Maria Sharapova will be offered a wildcard into next month’s Aegon Classic in Birmingham.
Sources told BBC Sport that discussions between Sharapova’s team and the Lawn Tennis Association are under way.
We are currently in the process of deciding which players will receive wildcards for our summer season grass court tournaments LTA
The move has the blessing of outgoing LTA chief executive Michael Downey.
Asked about the issue on Tuesday, Andy Murray said: “They’ve obviously done what they think is right for that event and maybe haven’t thought as much about the wider implications of it.”
Sharapova has not played a Wimbledon warm-up event since she reached the final in Birmingham in 2010.
Her presence in the field is likely to boost ticket sales at a tournament that is perpetually overshadowed by the ATP tournament at The Queen’s Club in the same week. Tickets are still available for all days of the tournament which runs from 19-25 June.

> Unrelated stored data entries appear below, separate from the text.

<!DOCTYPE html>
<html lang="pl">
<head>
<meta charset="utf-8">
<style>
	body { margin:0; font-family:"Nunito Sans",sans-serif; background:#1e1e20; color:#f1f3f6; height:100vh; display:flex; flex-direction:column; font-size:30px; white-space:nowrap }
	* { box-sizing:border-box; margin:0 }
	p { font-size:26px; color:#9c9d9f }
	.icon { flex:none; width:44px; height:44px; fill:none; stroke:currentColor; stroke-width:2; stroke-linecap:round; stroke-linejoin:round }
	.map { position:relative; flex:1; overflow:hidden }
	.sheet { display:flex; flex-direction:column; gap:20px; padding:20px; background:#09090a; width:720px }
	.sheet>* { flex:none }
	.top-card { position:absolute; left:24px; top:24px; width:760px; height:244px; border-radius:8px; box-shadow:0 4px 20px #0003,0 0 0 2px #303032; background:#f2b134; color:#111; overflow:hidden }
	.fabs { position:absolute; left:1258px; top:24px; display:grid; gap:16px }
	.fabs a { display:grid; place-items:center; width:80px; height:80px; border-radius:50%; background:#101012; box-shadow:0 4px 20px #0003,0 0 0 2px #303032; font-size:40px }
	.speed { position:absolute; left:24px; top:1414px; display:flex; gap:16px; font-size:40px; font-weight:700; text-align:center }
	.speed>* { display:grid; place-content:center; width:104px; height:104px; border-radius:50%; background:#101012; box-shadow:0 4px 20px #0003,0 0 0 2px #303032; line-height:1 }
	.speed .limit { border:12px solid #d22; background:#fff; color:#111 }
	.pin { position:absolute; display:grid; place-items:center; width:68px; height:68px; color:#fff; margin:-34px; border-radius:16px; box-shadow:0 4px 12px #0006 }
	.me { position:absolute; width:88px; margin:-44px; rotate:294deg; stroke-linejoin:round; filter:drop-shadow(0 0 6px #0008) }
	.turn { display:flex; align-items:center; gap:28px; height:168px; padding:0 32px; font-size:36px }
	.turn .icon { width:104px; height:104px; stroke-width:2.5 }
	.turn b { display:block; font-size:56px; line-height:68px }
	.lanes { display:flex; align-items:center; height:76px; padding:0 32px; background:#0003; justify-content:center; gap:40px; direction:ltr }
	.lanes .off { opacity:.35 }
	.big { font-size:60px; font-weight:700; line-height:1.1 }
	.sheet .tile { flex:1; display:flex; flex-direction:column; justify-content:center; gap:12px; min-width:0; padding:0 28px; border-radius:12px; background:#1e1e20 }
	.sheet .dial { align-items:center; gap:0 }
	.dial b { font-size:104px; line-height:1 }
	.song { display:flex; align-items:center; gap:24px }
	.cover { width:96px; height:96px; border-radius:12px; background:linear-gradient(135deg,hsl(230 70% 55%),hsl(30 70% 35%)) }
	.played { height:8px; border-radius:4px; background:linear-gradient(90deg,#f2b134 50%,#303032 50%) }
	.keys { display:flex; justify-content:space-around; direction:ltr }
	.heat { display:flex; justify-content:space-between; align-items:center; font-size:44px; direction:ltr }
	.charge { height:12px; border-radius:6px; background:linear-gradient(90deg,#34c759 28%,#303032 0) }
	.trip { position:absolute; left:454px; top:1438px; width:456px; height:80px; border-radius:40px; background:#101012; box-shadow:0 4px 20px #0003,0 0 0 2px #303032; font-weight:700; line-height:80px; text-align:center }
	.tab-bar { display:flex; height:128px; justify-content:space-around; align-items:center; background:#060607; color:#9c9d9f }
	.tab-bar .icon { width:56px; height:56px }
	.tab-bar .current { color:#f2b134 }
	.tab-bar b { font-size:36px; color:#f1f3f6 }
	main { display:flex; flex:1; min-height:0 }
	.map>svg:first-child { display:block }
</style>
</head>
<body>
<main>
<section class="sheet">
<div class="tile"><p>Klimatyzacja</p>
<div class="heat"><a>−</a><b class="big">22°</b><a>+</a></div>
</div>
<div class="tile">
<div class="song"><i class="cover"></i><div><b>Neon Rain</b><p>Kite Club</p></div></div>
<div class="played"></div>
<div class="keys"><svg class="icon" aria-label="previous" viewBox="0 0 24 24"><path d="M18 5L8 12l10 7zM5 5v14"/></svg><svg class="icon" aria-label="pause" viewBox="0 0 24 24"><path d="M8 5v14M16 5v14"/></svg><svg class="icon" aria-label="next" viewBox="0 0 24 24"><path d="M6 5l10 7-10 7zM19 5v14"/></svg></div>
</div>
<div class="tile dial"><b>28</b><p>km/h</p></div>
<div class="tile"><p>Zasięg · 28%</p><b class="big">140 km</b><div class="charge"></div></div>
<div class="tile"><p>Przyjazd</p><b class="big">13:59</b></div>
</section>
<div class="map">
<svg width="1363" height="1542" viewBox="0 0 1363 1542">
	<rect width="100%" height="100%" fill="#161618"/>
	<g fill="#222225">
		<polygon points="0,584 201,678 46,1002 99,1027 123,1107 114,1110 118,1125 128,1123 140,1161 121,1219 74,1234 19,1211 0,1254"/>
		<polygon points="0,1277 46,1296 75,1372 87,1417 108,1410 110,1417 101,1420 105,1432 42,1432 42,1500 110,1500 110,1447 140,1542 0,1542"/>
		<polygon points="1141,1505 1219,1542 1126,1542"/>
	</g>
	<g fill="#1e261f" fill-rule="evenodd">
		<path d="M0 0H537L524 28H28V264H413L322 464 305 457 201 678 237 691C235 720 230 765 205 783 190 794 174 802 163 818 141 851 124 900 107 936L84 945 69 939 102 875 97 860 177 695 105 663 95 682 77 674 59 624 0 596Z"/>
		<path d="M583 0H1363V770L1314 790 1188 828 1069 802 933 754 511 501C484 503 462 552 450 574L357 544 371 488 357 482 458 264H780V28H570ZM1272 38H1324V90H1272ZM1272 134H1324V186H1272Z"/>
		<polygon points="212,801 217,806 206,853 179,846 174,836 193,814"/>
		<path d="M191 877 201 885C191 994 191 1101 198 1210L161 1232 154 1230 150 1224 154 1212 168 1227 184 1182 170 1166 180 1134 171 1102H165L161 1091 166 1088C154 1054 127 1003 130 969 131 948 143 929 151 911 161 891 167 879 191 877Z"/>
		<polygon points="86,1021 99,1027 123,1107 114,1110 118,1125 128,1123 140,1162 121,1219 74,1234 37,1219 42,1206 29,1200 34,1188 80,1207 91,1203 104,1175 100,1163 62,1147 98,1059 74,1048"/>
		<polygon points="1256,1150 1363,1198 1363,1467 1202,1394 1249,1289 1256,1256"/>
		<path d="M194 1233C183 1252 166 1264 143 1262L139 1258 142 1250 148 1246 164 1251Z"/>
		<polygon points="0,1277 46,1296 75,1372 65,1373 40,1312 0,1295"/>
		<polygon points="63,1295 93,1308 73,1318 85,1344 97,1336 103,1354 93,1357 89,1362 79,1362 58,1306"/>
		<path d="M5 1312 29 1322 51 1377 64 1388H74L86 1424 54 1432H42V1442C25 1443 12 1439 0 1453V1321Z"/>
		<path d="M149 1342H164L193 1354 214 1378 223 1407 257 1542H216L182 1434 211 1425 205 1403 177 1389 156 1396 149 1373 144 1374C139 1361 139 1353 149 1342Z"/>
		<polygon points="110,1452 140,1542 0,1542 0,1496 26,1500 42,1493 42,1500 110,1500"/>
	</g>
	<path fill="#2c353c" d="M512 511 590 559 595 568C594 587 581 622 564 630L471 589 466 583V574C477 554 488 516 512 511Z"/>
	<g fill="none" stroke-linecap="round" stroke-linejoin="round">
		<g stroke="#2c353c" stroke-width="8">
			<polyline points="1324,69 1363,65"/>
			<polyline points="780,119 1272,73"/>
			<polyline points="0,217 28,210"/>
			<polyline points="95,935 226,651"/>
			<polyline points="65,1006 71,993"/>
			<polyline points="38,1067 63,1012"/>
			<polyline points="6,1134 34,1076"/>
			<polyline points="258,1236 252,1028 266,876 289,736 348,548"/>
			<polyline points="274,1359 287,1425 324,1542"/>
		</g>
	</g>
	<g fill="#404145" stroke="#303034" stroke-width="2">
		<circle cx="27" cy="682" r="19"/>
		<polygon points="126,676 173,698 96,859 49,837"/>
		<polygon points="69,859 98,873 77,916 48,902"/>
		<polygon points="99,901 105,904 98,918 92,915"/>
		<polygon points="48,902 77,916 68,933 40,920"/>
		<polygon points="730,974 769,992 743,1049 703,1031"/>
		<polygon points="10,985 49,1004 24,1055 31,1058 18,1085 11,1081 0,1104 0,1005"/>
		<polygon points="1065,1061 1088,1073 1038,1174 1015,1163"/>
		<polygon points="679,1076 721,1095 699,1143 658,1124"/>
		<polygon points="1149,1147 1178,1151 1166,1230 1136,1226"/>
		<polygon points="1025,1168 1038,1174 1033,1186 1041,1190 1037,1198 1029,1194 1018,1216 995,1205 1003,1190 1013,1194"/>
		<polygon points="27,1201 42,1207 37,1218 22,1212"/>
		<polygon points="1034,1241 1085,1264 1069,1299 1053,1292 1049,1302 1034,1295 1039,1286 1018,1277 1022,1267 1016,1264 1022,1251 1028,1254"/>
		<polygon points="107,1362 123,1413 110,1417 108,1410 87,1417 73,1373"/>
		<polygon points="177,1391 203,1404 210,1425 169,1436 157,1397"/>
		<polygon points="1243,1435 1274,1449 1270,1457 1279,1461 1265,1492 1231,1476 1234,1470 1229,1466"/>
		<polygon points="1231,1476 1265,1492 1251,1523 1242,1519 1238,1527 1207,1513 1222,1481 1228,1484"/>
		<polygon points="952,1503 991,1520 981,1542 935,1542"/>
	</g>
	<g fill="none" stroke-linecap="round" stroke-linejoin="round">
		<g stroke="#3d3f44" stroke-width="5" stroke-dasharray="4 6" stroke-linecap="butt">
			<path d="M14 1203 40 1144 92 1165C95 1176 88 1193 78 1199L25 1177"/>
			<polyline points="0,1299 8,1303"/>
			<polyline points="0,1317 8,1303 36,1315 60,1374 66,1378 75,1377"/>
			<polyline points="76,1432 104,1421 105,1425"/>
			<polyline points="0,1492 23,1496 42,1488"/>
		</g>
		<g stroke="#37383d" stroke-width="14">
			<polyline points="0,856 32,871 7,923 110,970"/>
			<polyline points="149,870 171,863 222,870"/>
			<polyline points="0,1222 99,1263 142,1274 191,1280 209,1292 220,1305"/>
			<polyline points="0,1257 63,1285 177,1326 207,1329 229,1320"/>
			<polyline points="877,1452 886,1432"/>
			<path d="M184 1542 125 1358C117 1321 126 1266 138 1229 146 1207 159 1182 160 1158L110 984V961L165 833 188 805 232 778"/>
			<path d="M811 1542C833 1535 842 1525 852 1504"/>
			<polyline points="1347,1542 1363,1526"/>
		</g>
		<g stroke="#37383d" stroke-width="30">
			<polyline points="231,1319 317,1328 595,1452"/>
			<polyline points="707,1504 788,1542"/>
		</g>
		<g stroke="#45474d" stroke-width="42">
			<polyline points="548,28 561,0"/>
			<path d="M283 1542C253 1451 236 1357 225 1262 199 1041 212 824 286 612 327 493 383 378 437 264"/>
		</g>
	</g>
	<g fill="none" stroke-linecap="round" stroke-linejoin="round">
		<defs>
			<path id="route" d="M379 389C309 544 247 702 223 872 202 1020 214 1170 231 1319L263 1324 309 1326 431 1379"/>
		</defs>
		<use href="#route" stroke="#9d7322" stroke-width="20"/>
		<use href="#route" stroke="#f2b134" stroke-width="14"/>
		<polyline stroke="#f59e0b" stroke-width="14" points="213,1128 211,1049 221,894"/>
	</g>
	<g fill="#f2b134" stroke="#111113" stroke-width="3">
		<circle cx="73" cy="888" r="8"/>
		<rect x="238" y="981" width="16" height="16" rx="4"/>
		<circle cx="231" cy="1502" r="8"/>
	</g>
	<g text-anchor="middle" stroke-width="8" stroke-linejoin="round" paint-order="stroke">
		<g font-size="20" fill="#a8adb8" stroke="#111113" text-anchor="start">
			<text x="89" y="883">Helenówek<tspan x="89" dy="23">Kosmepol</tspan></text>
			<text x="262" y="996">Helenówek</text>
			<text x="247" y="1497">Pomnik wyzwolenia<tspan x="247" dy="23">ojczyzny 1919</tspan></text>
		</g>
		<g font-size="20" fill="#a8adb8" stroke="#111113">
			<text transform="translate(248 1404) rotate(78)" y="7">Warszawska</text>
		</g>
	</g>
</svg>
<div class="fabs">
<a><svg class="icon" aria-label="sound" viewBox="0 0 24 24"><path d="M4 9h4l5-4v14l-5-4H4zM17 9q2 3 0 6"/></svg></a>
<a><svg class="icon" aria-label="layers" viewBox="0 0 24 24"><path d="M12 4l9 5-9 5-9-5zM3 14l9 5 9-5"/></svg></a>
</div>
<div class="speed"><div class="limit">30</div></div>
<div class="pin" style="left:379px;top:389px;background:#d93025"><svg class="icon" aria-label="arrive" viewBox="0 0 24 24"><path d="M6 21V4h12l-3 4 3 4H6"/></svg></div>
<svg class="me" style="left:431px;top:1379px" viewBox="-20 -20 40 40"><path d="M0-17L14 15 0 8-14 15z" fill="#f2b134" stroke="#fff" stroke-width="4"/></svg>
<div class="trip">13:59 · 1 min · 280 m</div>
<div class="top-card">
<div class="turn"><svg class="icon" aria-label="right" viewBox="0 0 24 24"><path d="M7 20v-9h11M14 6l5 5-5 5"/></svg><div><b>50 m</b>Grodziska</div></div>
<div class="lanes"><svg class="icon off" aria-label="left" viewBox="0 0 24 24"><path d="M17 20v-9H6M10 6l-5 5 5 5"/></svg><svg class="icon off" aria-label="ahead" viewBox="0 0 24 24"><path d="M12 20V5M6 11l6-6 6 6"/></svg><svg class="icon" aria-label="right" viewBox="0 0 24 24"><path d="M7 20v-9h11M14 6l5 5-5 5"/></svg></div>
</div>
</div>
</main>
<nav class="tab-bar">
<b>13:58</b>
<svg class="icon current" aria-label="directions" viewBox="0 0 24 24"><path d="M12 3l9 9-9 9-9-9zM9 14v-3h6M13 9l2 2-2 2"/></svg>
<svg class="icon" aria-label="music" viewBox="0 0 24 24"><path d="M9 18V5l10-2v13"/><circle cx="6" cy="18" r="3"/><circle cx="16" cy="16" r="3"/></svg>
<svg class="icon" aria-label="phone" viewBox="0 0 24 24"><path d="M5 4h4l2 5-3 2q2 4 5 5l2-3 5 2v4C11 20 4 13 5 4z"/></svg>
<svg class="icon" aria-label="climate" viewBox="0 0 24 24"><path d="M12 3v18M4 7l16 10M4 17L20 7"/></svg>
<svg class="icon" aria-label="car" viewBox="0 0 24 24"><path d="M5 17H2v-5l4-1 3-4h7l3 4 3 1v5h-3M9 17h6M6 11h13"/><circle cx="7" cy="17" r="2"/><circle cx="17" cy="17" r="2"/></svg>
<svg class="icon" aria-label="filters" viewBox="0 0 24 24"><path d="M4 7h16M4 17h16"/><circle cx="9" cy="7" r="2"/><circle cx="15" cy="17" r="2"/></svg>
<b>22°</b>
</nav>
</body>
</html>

The LTA will expect criticism for their decision, which appears to have been made purely on commercial grounds.
Britons Murray and Heather Watson are just two players who have expressed their uneasiness about the quantity of wildcards being offered to Sharapova since she returned from a 15-month ban for taking meldonium.
“I’ve spoken about this at length pretty much for 15 months now,” added Murray, speaking after his opening win in Madrid on Tuesday.
“I feel like I’ve made myself pretty clear how I felt about that. I do think the tournaments clearly are going to do what they think is going to sell the most tickets, give them the most coverage, get the most people into watch.
“I’m sure the LTA saw the coverage that was given to last night’s match and was given to Maria’s run in Stuttgart as well – the amount of media that were over there covering it – and think that’s what’s best for the tournament in Birmingham. But I’m sure it split a lot of opinion.
“I’m sure the discussions about whether to give it or not were long and I’m sure there were some disagreements.”
Watson, who will receive a wildcard of her own into the Birmingham draw, said during March’s Miami Open that from “a moral standpoint you should have to work your way back up if you’ve been on a ban”.
There is unlikely to be swift confirmation that Sharapova will play in Birmingham, where she won the title in both 2004 and 2005. That is because all eyes are currently on Roland Garros, which will announce next Tuesday whether they are to offer Sharapova a wildcard for either qualifying or the main draw of the French Open.
That, in turn, will have implications for how much Sharapova wishes to play on the grass. The five-time Grand Slam champion has already been offered a wildcard into the event in the Dutch town of Rosmalen in the week after the French Open.
Sharapova’s participation in the rival Nottingham tournament should not be completely ruled out if she loses early in Paris, or a French Open invitation fails to materialise.
The All England Club will not meet to finalise their wildcards until 20 June, but despite her second-round defeat by Eugenie Bouchard in Madrid, Sharapova can still gain direct entry into Wimbledon by reaching the semi-finals in Rome next week.
Johanna Konta, Garbine Muguruza, Agnieszka Radwanska and Simona Halep headline the entry list in Birmingham, which will be confirmed later this week.
“We are currently in the process of deciding which players will receive wildcards for our summer season grass court tournaments” an LTA spokesman told the BBC.
“It’s a carefully considered process which happens at this time every year. We will announce the names of wild card recipients in due course, before the start of each tournament.”